Chapter 4.7: Clustering

The problem of clustering arises whenever there is a collection of objects that you want to classify or organize into coherent groups. Naturally, the first thing you do is check how similar or dissimilar each pair of objects is. This is commonly known as a distance function, where the objects at a larger distance from one another are less similar to each other. Given a distance function on the objects, the clustering problem seeks to divide them into groups so that objects within the same group are “close” and objects in different groups are “far apart.” Our goal is to find a clustering of maximum spacing.
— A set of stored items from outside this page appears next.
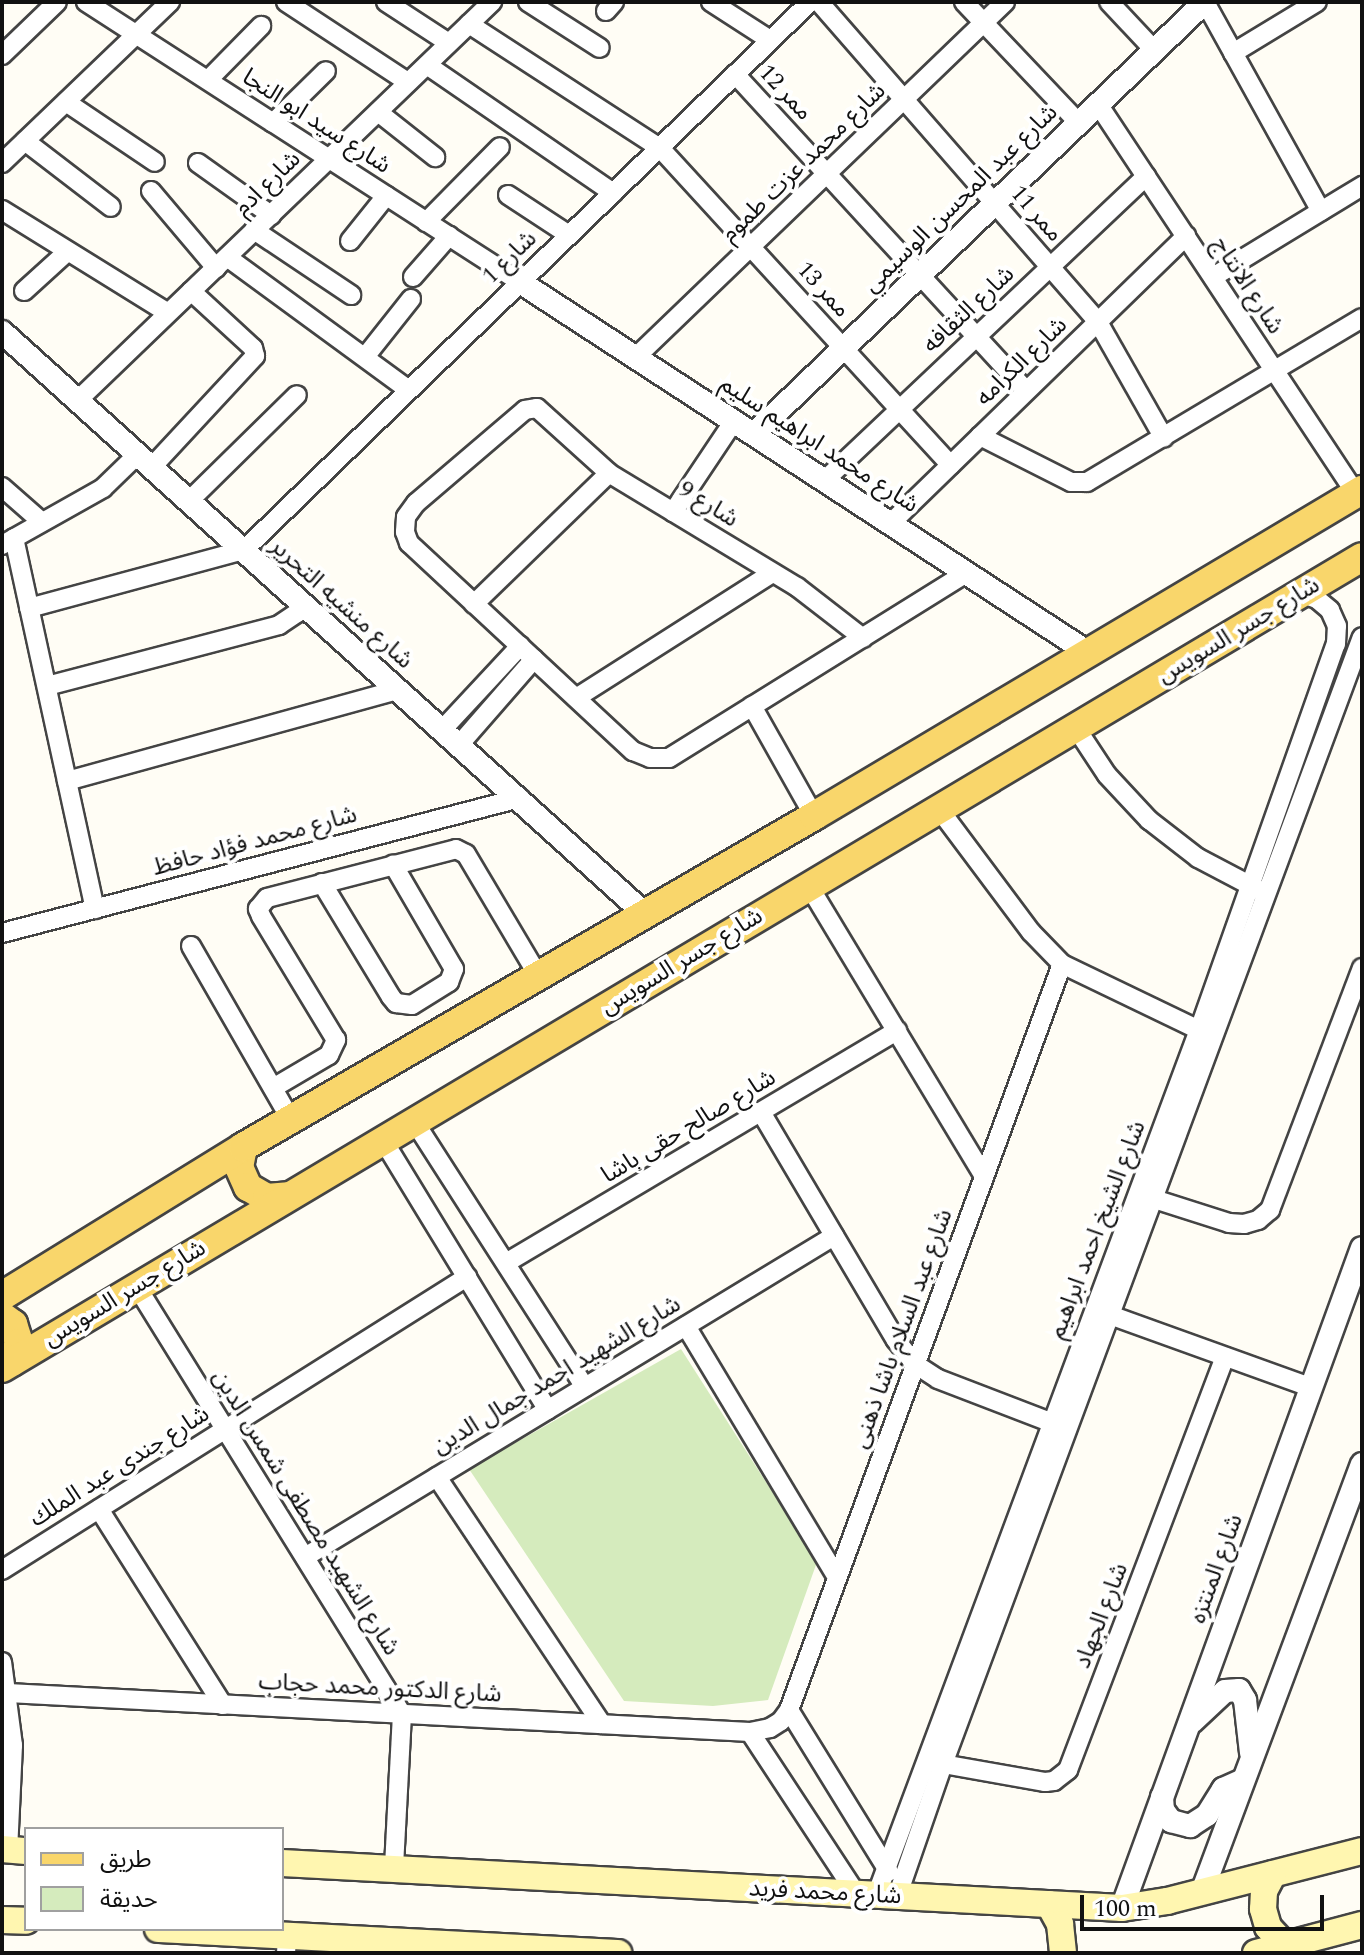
<!DOCTYPE html>
<meta charset="utf-8">
<style>
body{margin:0}
#map{position:relative;width:1364px;height:1955px;overflow:hidden;background:#fffdf5;font-family:Spectral,"Noto Sans Arabic",serif}
div>[style]{position:absolute}
[style*='--x']{left:calc(var(--x)*1px);top:calc(var(--y)*1px);width:calc(var(--w)*1px);rotate:calc(var(--a)*1deg)}
.green>*{inset:0;background:#d5ebbd}
.roads{filter:drop-shadow(2px 0 #444) drop-shadow(-2px 0 #444) drop-shadow(0 2px #444) drop-shadow(0 -2px #444)}
.minor>*{height:18px;margin:-9px;padding:0 9px;transform-origin:9px;border-radius:9px;background:#fff}
.tertiary>*{height:22px;margin:-11px;padding:0 11px;transform-origin:11px;border-radius:11px;background:#fff}
.secondary>*{height:26px;margin:-13px;padding:0 13px;transform-origin:13px;border-radius:13px;background:#fff6b0}
.primary>*{height:28px;margin:-14px;padding:0 14px;transform-origin:14px;border-radius:14px;background:#f9d66b}
span{translate:-50% -50%;white-space:nowrap;text-align:center;line-height:1.15;-webkit-text-stroke:8px #fff;paint-order:stroke}
.street-label{font-size:24px;color:#111}
.frame{position:absolute;inset:0;border:4px solid #111;pointer-events:none}
.legend{position:absolute;left:24px;top:1827px;width:260px;height:104px;box-sizing:border-box;background:#fff;border:2px solid #a0a0a0;margin:0;padding:10px 14px;list-style:none;font-size:24px;color:#111}
.legend li{display:flex;align-items:center;gap:16px;height:40px}
.legend b{width:40px;border:2px solid #a0a0a0}
.scale{position:absolute;left:1080px;top:1895px;width:244px;height:36px;box-sizing:border-box;border:4px solid #111;border-top:0;padding-left:10px;font-size:24px;line-height:28px;white-space:nowrap;color:#111;-webkit-text-stroke:6px #fff;paint-order:stroke}
</style>
<div id="map">
<div class="green">
<i style="clip-path:polygon(681px 1349px,817px 1562px,768px 1700px,713px 1706px,624px 1701px,469px 1469px)"></i>
</div>
<div class="roads">
<div class="minor">
<i style="--x:86;--y:2;--w:516;--a:32.83"></i>
<i style="--x:286;--y:2;--w:146;--a:33.3"></i>
<i style="--x:386;--y:2;--w:75;--a:33.1"></i>
<i style="--x:528;--y:2;--w:85;--a:32.6"></i>
<i style="--x:711;--y:2;--w:70;--a:32.8"></i>
<i style="--x:819;--y:2;--w:425;--a:48.9"></i>
<i style="--x:1098;--y:322;--w:133;--a:60.4"></i>
<i style="--x:964;--y:2;--w:167;--a:46.5"></i>
<i style="--x:1109;--y:2;--w:66;--a:46.8"></i>
<i style="--x:1205;--y:2;--w:239;--a:61"></i>
<i style="--x:606;--y:11;--w:12;--a:-48"></i>
<i style="--x:469;--y:24;--w:228;--a:33"></i>
<i style="--x:660;--y:148;--w:430;--a:47.5"></i>
<i style="--x:1233;--y:53;--w:98;--a:-31.3"></i>
<i style="--x:2;--y:55;--w:76;--a:-43.9"></i>
<i style="--x:427;--y:65;--w:226;--a:34.5"></i>
<i style="--x:735;--y:74;--w:430;--a:47.4"></i>
<i style="--x:208;--y:80;--w:76;--a:-45.5"></i>
<i style="--x:66;--y:102;--w:107;--a:34"></i>
<i style="--x:1098;--y:104;--w:468;--a:56.5"></i>
<i style="--x:378;--y:112;--w:73;--a:38.3"></i>
<i style="--x:273;--y:123;--w:74;--a:-44.5"></i>
<i style="--x:25;--y:141;--w:108;--a:37.5"></i>
<i style="--x:2;--y:163;--w:233;--a:-43.8"></i>
<i style="--x:198;--y:163;--w:90;--a:35.5"></i>
<i style="--x:151;--y:191;--w:101;--a:49.8"></i>
<i style="--x:508;--y:195;--w:73;--a:33.3"></i>
<i style="--x:2;--y:210;--w:195;--a:31.8"></i>
<i style="--x:426;--y:222;--w:105;--a:-45.4"></i>
<i style="--x:254;--y:230;--w:117;--a:33.8"></i>
<i style="--x:350;--y:241;--w:58;--a:-51.3"></i>
<i style="--x:227;--y:257;--w:225;--a:36.2"></i>
<i style="--x:413;--y:277;--w:55;--a:-48.7"></i>
<i style="--x:1213;--y:277;--w:175;--a:-31.4"></i>
<i style="--x:24;--y:291;--w:59;--a:-42.3"></i>
<i style="--x:365;--y:357;--w:74;--a:-51.6"></i>
<i style="--x:636;--y:357;--w:512;--a:-43.89"></i>
<i style="--x:77;--y:401;--w:576;--a:-43.87"></i>
<i style="--x:980;--y:436;--w:102;--a:26.8"></i>
<i style="--x:1071;--y:482;--w:16;--a:0"></i>
<i style="--x:1087;--y:482;--w:320;--a:-30.8"></i>
<i style="--x:151;--y:468;--w:153;--a:-47.1"></i>
<i style="--x:255;--y:356;--w:8;--a:-104"></i>
<i style="--x:253;--y:348;--w:84;--a:-137.4"></i>
<i style="--x:825;--y:480;--w:442;--a:-43.4"></i>
<i style="--x:2;--y:487;--w:53;--a:41.2"></i>
<i style="--x:189;--y:501;--w:151;--a:-44.5"></i>
<i style="--x:673;--y:512;--w:110;--a:-56.2"></i>
<i style="--x:891;--y:523;--w:412;--a:-44.2"></i>
<i style="--x:14;--y:538;--w:380;--a:77.7"></i>
<i style="--x:2;--y:545;--w:116;--a:-29.4"></i>
<i style="--x:103;--y:488;--w:47;--a:-44.1"></i>
<i style="--x:474;--y:604;--w:188;--a:-44.1"></i>
<i style="--x:29;--y:608;--w:223;--a:-15.1"></i>
<i style="--x:244;--y:550;--w:788;--a:-44.07"></i>
<i style="--x:863;--y:638;--w:83;--a:-142.3"></i>
<i style="--x:797;--y:587;--w:220;--a:-148.8"></i>
<i style="--x:609;--y:473;--w:97;--a:-137.9"></i>
<i style="--x:537;--y:408;--w:12;--a:171"></i>
<i style="--x:525;--y:410;--w:143;--a:139.5"></i>
<i style="--x:416;--y:503;--w:17;--a:126"></i>
<i style="--x:406;--y:517;--w:15;--a:94"></i>
<i style="--x:405;--y:532;--w:12;--a:70"></i>
<i style="--x:409;--y:543;--w:306;--a:42.9"></i>
<i style="--x:633;--y:751;--w:18;--a:22"></i>
<i style="--x:650;--y:758;--w:19;--a:0"></i>
<i style="--x:669;--y:758;--w:352;--a:-31.9"></i>
<i style="--x:47;--y:686;--w:240;--a:-14.7"></i>
<i style="--x:279;--y:625;--w:22;--a:-34"></i>
<i style="--x:297;--y:613;--w:11;--a:-49"></i>
<i style="--x:576;--y:698;--w:232;--a:-32.5"></i>
<i style="--x:752;--y:706;--w:126;--a:60.6"></i>
<i style="--x:1076;--y:728;--w:56;--a:56.6"></i>
<i style="--x:1107;--y:775;--w:62;--a:47"></i>
<i style="--x:1149;--y:820;--w:62;--a:37.8"></i>
<i style="--x:1198;--y:858;--w:69;--a:27.7"></i>
<i style="--x:442;--y:730;--w:115;--a:-47.1"></i>
<i style="--x:459;--y:745;--w:114;--a:-48.9"></i>
<i style="--x:67;--y:781;--w:342;--a:-15.4"></i>
<i style="--x:939;--y:809;--w:154;--a:53.2"></i>
<i style="--x:1031;--y:932;--w:45;--a:45.9"></i>
<i style="--x:1062;--y:964;--w:152;--a:25.7"></i>
<i style="--x:322;--y:883;--w:133;--a:58.8"></i>
<i style="--x:391;--y:997;--w:8;--a:50"></i>
<i style="--x:396;--y:1003;--w:16;--a:7"></i>
<i style="--x:412;--y:1005;--w:44;--a:-31.9"></i>
<i style="--x:449;--y:982;--w:14;--a:-69"></i>
<i style="--x:454;--y:969;--w:121;--a:-120.2"></i>
<i style="--x:809;--y:886;--w:339;--a:58.9"></i>
<i style="--x:2;--y:933;--w:535;--a:-14.61"></i>
<i style="--x:191;--y:946;--w:201;--a:60.1"></i>
<i style="--x:273;--y:1088;--w:65;--a:-30.5"></i>
<i style="--x:329;--y:1055;--w:17;--a:-65"></i>
<i style="--x:336;--y:1040;--w:145;--a:-121.2"></i>
<i style="--x:261;--y:916;--w:8;--a:-113"></i>
<i style="--x:258;--y:909;--w:14;--a:-51"></i>
<i style="--x:267;--y:898;--w:195;--a:-14.5"></i>
<i style="--x:456;--y:849;--w:11;--a:27"></i>
<i style="--x:466;--y:854;--w:143;--a:59.3"></i>
<i style="--x:761;--y:1112;--w:265;--a:59.4"></i>
<i style="--x:896;--y:1340;--w:31;--a:52"></i>
<i style="--x:915;--y:1364;--w:27;--a:33"></i>
<i style="--x:938;--y:1379;--w:134;--a:21"></i>
<i style="--x:414;--y:1121;--w:316;--a:57.3"></i>
<i style="--x:383;--y:1140;--w:316;--a:58.6"></i>
<i style="--x:1154;--y:1199;--w:79;--a:17.7"></i>
<i style="--x:1229;--y:1223;--w:15;--a:4"></i>
<i style="--x:1244;--y:1224;--w:15;--a:-16"></i>
<i style="--x:1258;--y:1220;--w:16;--a:-40"></i>
<i style="--x:1270;--y:1210;--w:259;--a:-69.2"></i>
<i style="--x:506;--y:1263;--w:455;--a:-30.7"></i>
<i style="--x:137;--y:1287;--w:503;--a:58.18"></i>
<i style="--x:402;--y:1714;--w:154;--a:93"></i>
<i style="--x:1110;--y:1315;--w:213;--a:19.8"></i>
<i style="--x:686;--y:1326;--w:293;--a:59"></i>
<i style="--x:437;--y:1477;--w:297;--a:56.3"></i>
<i style="--x:99;--y:1509;--w:232;--a:57.7"></i>
<i style="--x:305;--y:1557;--w:619;--a:-31.25"></i>
<i style="--x:2;--y:1570;--w:550;--a:-32.22"></i>
<i style="--x:2;--y:1662;--w:84;--a:82.5"></i>
<i style="--x:13;--y:1745;--w:105;--a:92.7"></i>
<i style="--x:8;--y:1693;--w:743;--a:3.01"></i>
<i style="--x:750;--y:1732;--w:20;--a:-11"></i>
<i style="--x:770;--y:1728;--w:13;--a:-32"></i>
<i style="--x:781;--y:1721;--w:14;--a:-54"></i>
<i style="--x:789;--y:1710;--w:794;--a:-69.9"></i>
<i style="--x:789;--y:1710;--w:190;--a:58.3"></i>
<i style="--x:750;--y:1732;--w:195;--a:56.7"></i>
<i style="--x:943;--y:1764;--w:104;--a:10"></i>
<i style="--x:1045;--y:1782;--w:9;--a:-6"></i>
<i style="--x:1054;--y:1781;--w:18;--a:-38"></i>
<i style="--x:1068;--y:1770;--w:442;--a:-69.2"></i>
<i style="--x:876;--y:1896;--w:924;--a:-69.55"></i>
<i style="--x:1199;--y:1030;--w:410;--a:-70.5"></i>
<i style="--x:1336;--y:644;--w:18;--a:-87"></i>
<i style="--x:1337;--y:626;--w:17;--a:-114"></i>
<i style="--x:1330;--y:610;--w:17;--a:-140"></i>
<i style="--x:1317;--y:599;--w:16;--a:-162"></i>
<i style="--x:897;--y:1897;--w:141;--a:-70.9"></i>
<i style="--x:943;--y:1764;--w:1202;--a:-69.61"></i>
<i style="--x:286;--y:1953;--w:16;--a:-86"></i>
</div>
<div class="tertiary">
<i style="--x:520;--y:282;--w:679;--a:33.11"></i>
<i style="--x:2;--y:332;--w:867;--a:42.15"></i>
<i style="--x:754;--y:434;--w:625;--a:-43.77"></i>
<i style="--x:1192;--y:1722;--w:45;--a:-43.2"></i>
<i style="--x:1225;--y:1691;--w:14;--a:-4"></i>
<i style="--x:1239;--y:1690;--w:12;--a:59"></i>
<i style="--x:1245;--y:1700;--w:53;--a:83.5"></i>
<i style="--x:1162;--y:1797;--w:13;--a:86"></i>
<i style="--x:1163;--y:1810;--w:14;--a:54"></i>
<i style="--x:1171;--y:1821;--w:20;--a:15"></i>
<i style="--x:1190;--y:1826;--w:20;--a:-33"></i>
<i style="--x:1207;--y:1815;--w:31;--a:-58"></i>
<i style="--x:1223;--y:1789;--w:22;--a:-24"></i>
<i style="--x:1202;--y:1892;--w:457;--a:-69.5"></i>
<i style="--x:1122;--y:1908;--w:702;--a:-70.02"></i>
</div>
<div class="secondary">
<i style="--x:2;--y:1849;--w:24;--a:5"></i>
<i style="--x:282;--y:1863;--w:841;--a:3.07"></i>
<i style="--x:1122;--y:1908;--w:46;--a:-8.8"></i>
<i style="--x:1167;--y:1901;--w:201;--a:-14.4"></i>
<i style="--x:1273;--y:1874;--w:19;--a:118"></i>
<i style="--x:1264;--y:1891;--w:18;--a:93"></i>
<i style="--x:1263;--y:1909;--w:19;--a:74"></i>
<i style="--x:1268;--y:1927;--w:25;--a:47"></i>
<i style="--x:1049;--y:1904;--w:23;--a:61"></i>
<i style="--x:1060;--y:1924;--w:29;--a:84"></i>
<i style="--x:2;--y:1920;--w:24;--a:2"></i>
<i style="--x:158;--y:1929;--w:461;--a:3"></i>
<i style="--x:1256;--y:1953;--w:110;--a:-14.8"></i>
</div>
<div class="primary">
<i style="--x:243;--y:1147;--w:20;--a:101"></i>
<i style="--x:239;--y:1167;--w:22;--a:66"></i>
<i style="--x:248;--y:1187;--w:22;--a:30"></i>
<i style="--x:267;--y:1198;--w:21;--a:-5"></i>
<i style="--x:2;--y:1296;--w:283;--a:-31.7"></i>
<i style="--x:243;--y:1147;--w:660;--a:-30.1"></i>
<i style="--x:814;--y:816;--w:638;--a:-30.75"></i>
<i style="--x:2;--y:1316;--w:14;--a:36"></i>
<i style="--x:13;--y:1324;--w:20;--a:72"></i>
<i style="--x:19;--y:1343;--w:20;--a:110"></i>
<i style="--x:2;--y:1368;--w:1583;--a:-30.81"></i>
</div>
</div>
<div class="street-label">
<span style="left:785px;top:93px;rotate:47deg">ممر 12</span>
<span style="left:316px;top:122px;rotate:33deg">شارع سيد ابو النجا</span>
<span style="left:804px;top:163px;rotate:-44deg">شارع محمد عزت طموم</span>
<span style="left:268px;top:184px;rotate:-44deg">شارع ادم</span>
<span style="left:961px;top:199px;rotate:-44deg">شارع عبد المحسن الوسيمي</span>
<span style="left:1036px;top:214px;rotate:49deg">ممر 11</span>
<span style="left:510px;top:258px;rotate:-44deg">شارع 1</span>
<span style="left:1247px;top:286px;rotate:57deg">شارع الانتاج</span>
<span style="left:823px;top:290px;rotate:48deg">ممر 13</span>
<span style="left:969px;top:310px;rotate:-43deg">شارع الثقافه</span>
<span style="left:1022px;top:362px;rotate:-44deg">شارع الكرامه</span>
<span style="left:819px;top:445px;rotate:33deg">شارع محمد ابراهيم سليم</span>
<span style="left:708px;top:505px;rotate:32deg">شارع 9</span>
<span style="left:341px;top:604px;rotate:42deg">شارع منشيه التحرير</span>
<span style="left:1239px;top:631px;rotate:-31deg">شارع جسر السويس</span>
<span style="left:255px;top:842px;rotate:-15deg">شارع محمد فؤاد حافظ</span>
<span style="left:682px;top:962px;rotate:-31deg">شارع جسر السويس</span>
<span style="left:689px;top:1127px;rotate:-31deg">شارع صالح حقى باشا</span>
<span style="left:1098px;top:1230px;rotate:-69deg">شارع الشيخ احمد ابراهيم</span>
<span style="left:125px;top:1294px;rotate:-31deg">شارع جسر السويس</span>
<span style="left:903px;top:1329px;rotate:-70deg">شارع عبد السلام باشا ذهنى</span>
<span style="left:557px;top:1376px;rotate:-31deg">شارع الشهيد احمد جمال الدين</span>
<span style="left:120px;top:1467px;rotate:-32deg">شارع جندى عبد الملك</span>
<span style="left:305px;top:1513px;rotate:58deg">شارع الشهيد مصطفى شمس الدين</span>
<span style="left:1217px;top:1569px;rotate:-70deg">شارع المنتزه</span>
<span style="left:1102px;top:1616px;rotate:-69deg">شارع الجهاد</span>
<span style="left:380px;top:1689px;rotate:3deg">شارع الدكتور محمد حجاب</span>
<span style="left:825px;top:1893px;rotate:3deg">شارع محمد فريد</span>
</div>
<div class="frame"></div>
<ul class="legend">
<li><b style="height:10px;background:#f9d66b"></b>طريق</li>
<li><b style="height:22px;background:#d5ebbd"></b>حديقة</li>
</ul>
<div class="scale">100 m</div>
</div>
Suppose we are given a set U of n objects, labeled p_1, p_2,…, p_n. For each pair, p_i, p_j, we have a distance d(p_i, p_j), where d(p_i, p_i)=0 and d(p_i, p_j) > 0 for distinct p_i and p_j and that distances are symmetric. We want to divide the objects in U into k groups, for a given parameter k. A k-clustering of U is a partition of U into k nonempty sets C_1, C_2,…, C_k. The spacing of a k-clustering is the minimum distance between any pair of points lying in different clusters. We want to maximize this minimum distance.

The Algorithm

To find a clustering of maximum spaces, we grow a graph on the vertex set U. The connected components will be clusters. We start by drawing an edge between the closest pair of points. Then we draw an edge between the next closest pair of points. We continue in this way, adding edges in order of increasing distance. We only add an edge, however, between points p_i and p_j if they do not already belong to the same cluster. So, our graph-growing process will never create a cycle (each cluster will be a tree). We stop once we have k clusters/trees. This is basically Kruskal's Algorithm, but we stop when we have k components rather than when we have 1 component. In other words, we stop the algorithm before it adds the last k-1 edges. This is the same as taking the entire spanning tree and deleting the k-1 most expensive edges. This algorithm produces a k-clustering of maximum spacing.

I would rate this section a 10. It was very easy to read and understand, especially after the lecture (which was kind of tricky). This definitely solidified my understanding of clustering.